HOW TO COMPLETE THIS TASK:
Wherever the string "Keep" shows up in the records below, return that line.

[Saved data entries]
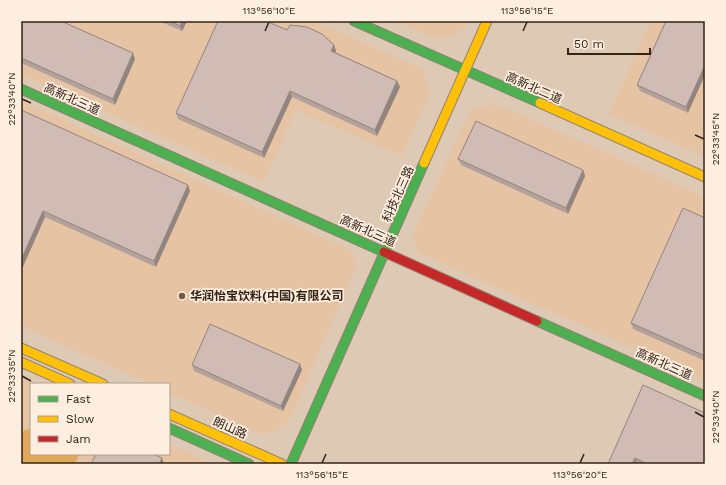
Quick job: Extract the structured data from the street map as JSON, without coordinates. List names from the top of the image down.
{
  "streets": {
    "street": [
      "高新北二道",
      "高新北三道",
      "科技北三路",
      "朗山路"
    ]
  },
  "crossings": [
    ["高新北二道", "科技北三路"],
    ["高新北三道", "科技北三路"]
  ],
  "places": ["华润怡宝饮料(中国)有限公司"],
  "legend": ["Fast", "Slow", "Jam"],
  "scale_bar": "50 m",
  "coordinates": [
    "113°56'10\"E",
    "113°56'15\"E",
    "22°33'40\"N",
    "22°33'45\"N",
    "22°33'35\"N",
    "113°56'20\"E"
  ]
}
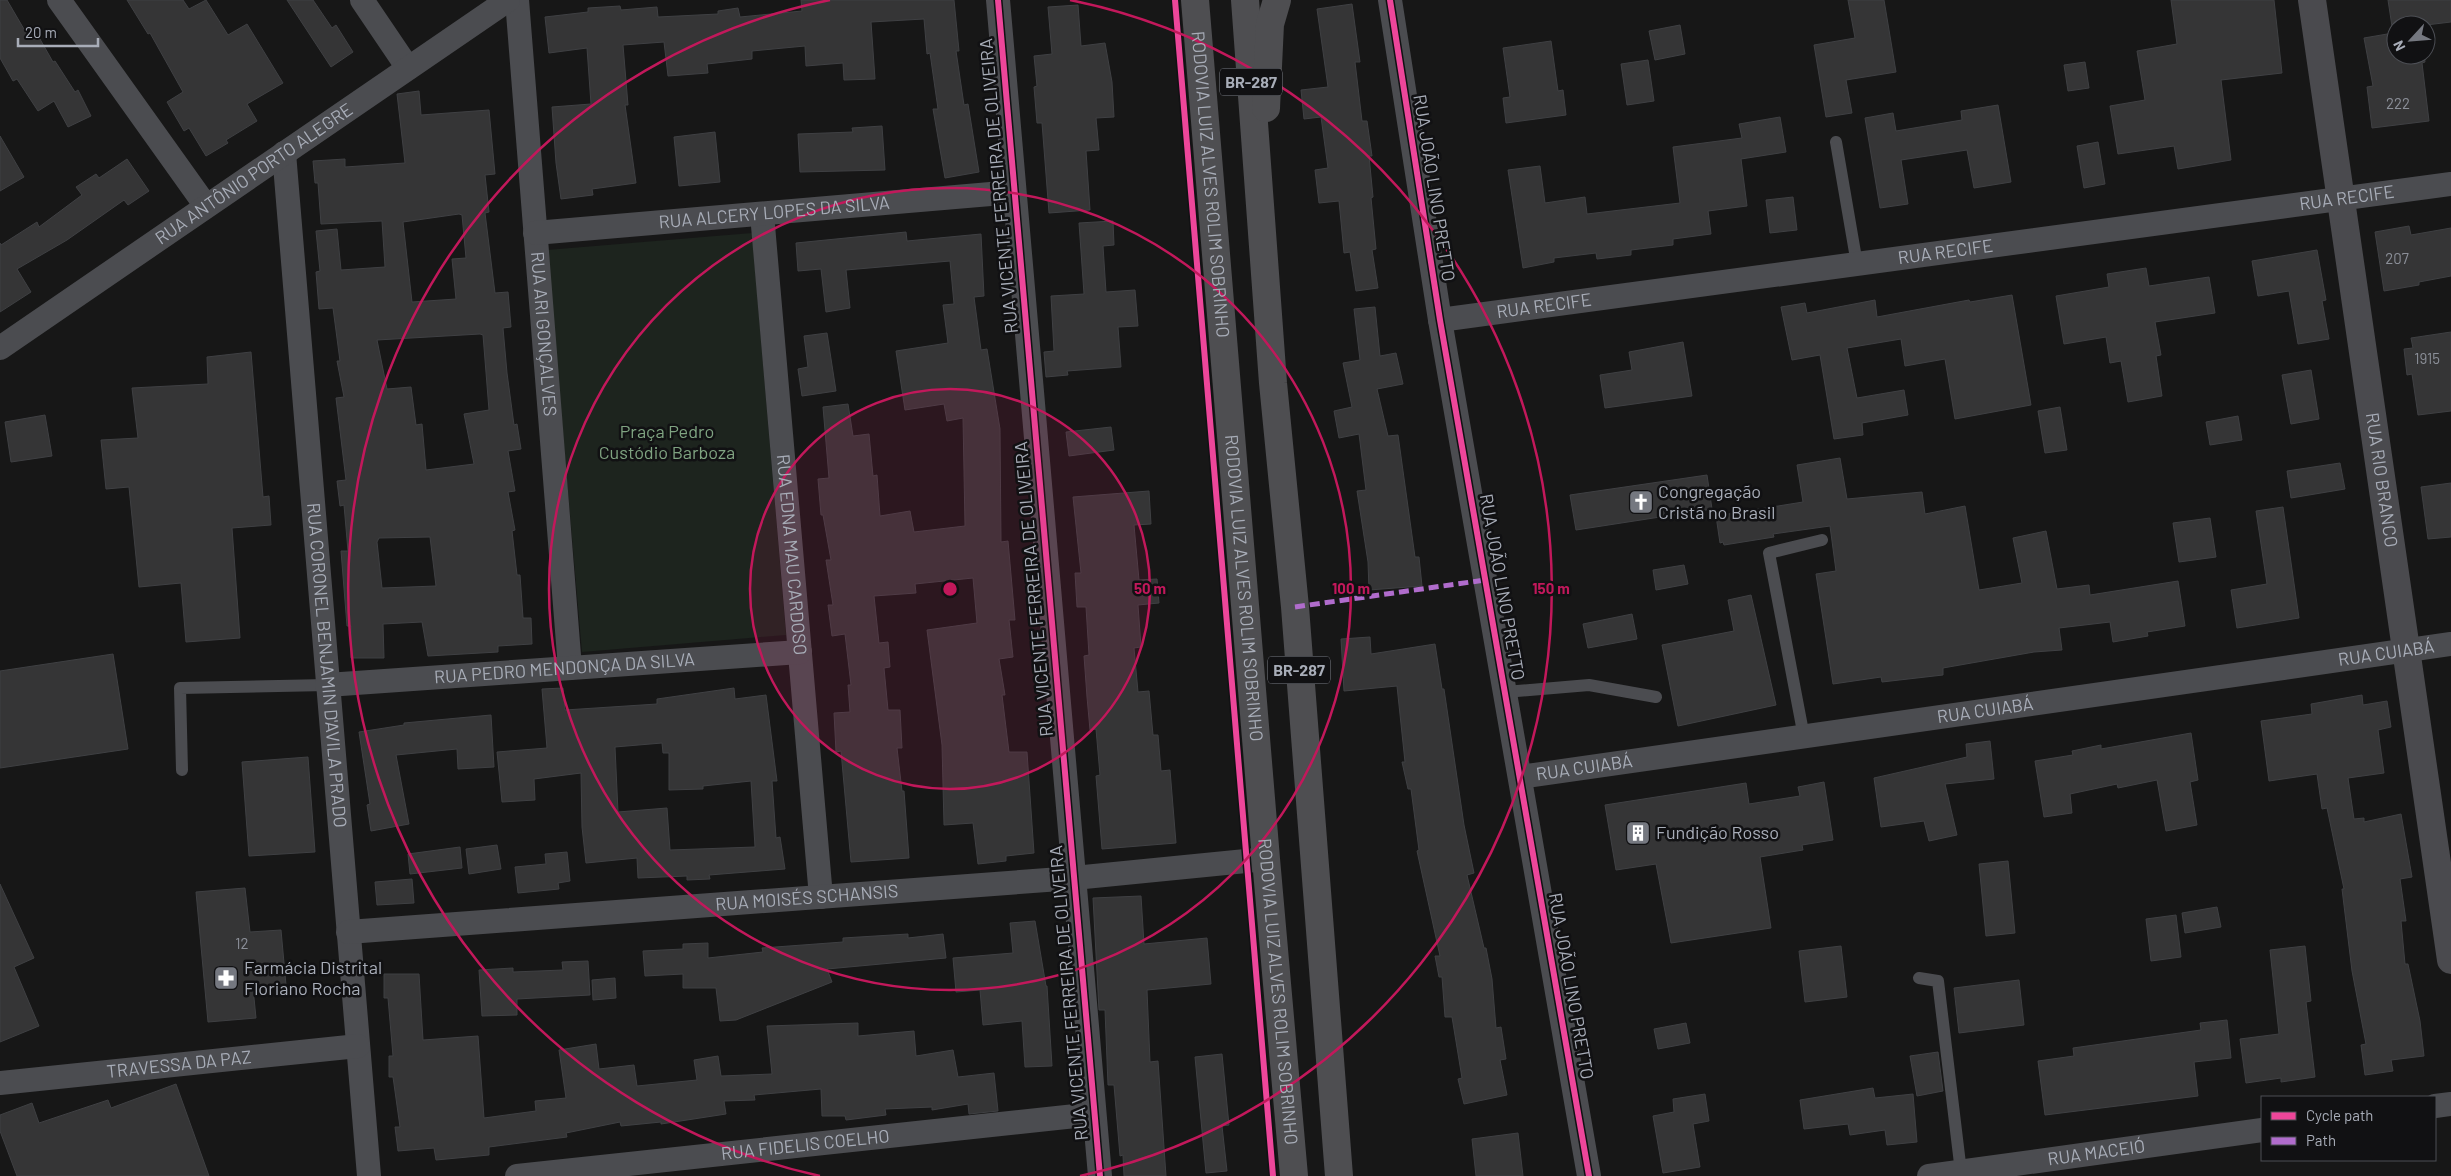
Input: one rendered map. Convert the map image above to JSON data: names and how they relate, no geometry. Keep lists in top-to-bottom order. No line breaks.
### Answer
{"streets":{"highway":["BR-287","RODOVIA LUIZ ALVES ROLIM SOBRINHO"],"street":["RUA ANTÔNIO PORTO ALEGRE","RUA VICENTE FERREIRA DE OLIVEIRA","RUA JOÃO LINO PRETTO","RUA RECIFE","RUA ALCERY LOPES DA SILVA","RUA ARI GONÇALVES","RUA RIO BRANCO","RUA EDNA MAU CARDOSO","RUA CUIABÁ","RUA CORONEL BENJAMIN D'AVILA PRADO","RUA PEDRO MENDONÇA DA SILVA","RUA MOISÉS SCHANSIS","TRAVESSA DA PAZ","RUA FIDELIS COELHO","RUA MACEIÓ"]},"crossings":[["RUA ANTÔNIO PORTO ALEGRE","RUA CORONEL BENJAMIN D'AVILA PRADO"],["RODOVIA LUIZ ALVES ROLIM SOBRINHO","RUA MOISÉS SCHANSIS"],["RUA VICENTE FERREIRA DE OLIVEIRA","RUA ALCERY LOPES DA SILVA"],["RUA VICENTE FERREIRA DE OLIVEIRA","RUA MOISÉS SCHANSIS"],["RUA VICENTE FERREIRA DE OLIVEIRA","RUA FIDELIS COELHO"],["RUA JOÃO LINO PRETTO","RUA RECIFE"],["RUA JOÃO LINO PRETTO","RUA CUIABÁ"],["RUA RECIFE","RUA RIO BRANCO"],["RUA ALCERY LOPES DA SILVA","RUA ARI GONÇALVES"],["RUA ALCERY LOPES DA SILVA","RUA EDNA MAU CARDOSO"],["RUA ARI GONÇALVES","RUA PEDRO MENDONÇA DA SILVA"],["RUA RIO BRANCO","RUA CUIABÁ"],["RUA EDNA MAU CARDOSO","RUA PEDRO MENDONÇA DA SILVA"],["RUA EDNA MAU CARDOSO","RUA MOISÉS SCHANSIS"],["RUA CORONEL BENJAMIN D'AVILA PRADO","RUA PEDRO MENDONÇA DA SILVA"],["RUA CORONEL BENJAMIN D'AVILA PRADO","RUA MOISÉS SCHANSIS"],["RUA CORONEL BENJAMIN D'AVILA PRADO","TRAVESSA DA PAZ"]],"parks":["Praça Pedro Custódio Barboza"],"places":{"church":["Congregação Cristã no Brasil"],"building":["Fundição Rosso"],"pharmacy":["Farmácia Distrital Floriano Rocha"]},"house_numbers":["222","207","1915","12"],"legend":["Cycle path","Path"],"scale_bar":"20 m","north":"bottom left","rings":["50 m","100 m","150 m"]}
--
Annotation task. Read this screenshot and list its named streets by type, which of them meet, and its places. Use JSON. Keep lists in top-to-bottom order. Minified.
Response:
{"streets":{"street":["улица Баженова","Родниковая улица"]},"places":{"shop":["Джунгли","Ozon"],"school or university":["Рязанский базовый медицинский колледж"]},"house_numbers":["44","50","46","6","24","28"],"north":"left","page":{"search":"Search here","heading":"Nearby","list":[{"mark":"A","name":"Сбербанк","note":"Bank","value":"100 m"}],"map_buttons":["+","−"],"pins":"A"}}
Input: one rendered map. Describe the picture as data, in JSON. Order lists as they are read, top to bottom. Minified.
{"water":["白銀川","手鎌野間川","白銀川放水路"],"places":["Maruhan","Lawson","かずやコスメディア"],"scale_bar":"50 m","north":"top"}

FINISHED TASK:
Input: one rendered map. Convert the map image above to JSON data: names and how they relate, no geometry. Keep lists in top-to-bottom order. No line breaks.
Annotation task. Read this screenshot and list its named streets by type, which of them meet, and its places. Use JSON. Keep lists in top-to-bottom order. Minified.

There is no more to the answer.